> SUPPLIED RECORDS:
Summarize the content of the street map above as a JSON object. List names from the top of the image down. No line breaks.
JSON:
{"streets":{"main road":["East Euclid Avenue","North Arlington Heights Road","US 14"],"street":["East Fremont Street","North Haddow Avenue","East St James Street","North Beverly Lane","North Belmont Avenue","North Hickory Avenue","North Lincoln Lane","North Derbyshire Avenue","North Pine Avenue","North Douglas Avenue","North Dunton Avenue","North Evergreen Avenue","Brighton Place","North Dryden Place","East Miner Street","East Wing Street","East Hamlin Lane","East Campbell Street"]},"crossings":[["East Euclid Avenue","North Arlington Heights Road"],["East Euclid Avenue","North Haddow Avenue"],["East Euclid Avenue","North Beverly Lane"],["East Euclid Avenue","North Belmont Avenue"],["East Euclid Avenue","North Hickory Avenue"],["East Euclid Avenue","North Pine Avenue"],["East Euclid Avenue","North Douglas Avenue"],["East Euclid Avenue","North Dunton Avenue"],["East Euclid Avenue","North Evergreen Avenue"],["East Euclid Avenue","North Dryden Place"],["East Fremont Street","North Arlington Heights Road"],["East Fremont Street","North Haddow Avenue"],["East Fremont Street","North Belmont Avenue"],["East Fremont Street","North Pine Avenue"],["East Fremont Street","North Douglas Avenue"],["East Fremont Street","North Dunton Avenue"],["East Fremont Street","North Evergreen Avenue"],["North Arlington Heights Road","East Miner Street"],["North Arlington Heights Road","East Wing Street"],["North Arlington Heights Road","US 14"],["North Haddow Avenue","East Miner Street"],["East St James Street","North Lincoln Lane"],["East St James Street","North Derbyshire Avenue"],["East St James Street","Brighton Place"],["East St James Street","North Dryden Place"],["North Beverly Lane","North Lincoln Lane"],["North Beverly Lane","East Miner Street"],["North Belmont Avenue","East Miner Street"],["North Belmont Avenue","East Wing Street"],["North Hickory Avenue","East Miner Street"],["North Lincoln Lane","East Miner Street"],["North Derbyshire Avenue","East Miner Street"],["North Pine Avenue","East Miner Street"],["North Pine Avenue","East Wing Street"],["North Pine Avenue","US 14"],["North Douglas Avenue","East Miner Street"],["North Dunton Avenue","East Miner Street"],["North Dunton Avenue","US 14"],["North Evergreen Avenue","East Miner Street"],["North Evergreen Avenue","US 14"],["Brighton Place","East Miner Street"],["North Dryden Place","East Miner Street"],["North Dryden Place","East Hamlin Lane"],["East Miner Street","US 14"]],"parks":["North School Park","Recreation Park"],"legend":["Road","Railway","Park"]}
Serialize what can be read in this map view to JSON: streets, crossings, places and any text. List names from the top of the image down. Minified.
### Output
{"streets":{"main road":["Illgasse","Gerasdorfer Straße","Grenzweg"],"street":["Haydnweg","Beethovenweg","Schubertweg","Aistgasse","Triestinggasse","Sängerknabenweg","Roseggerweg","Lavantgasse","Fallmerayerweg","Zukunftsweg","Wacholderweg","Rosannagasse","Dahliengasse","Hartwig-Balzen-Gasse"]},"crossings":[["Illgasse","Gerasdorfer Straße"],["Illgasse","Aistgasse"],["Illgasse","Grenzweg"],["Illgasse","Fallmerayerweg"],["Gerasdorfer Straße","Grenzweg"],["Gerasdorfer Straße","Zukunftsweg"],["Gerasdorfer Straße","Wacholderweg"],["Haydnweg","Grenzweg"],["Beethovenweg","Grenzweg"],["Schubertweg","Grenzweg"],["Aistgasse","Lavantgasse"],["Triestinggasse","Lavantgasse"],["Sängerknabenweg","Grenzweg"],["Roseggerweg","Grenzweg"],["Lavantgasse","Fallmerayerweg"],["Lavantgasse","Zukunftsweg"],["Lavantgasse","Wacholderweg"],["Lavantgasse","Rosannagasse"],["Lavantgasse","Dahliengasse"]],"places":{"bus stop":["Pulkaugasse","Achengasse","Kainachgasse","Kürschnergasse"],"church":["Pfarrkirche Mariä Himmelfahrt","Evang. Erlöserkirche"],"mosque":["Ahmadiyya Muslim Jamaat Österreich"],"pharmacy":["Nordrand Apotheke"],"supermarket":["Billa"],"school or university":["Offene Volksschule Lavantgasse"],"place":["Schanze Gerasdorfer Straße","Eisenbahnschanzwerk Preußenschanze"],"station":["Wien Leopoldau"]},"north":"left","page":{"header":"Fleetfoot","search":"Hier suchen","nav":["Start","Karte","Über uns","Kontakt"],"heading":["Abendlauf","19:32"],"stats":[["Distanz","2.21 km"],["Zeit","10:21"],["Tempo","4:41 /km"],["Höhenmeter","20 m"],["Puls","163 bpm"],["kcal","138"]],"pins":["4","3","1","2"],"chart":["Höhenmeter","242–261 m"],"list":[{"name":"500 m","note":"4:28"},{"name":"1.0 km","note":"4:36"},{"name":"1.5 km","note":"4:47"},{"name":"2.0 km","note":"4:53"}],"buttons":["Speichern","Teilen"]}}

> WORK ITEM:
Which lines of the records above hold the word "down"? Copy each one out.

> COMPLETED EXERCISE:
Summarize the content of the street map above as a JSON object. List names from the top of the image down. No line breaks.
Serialize what can be read in this map view to JSON: streets, crossings, places and any text. List names from the top of the image down. Minified.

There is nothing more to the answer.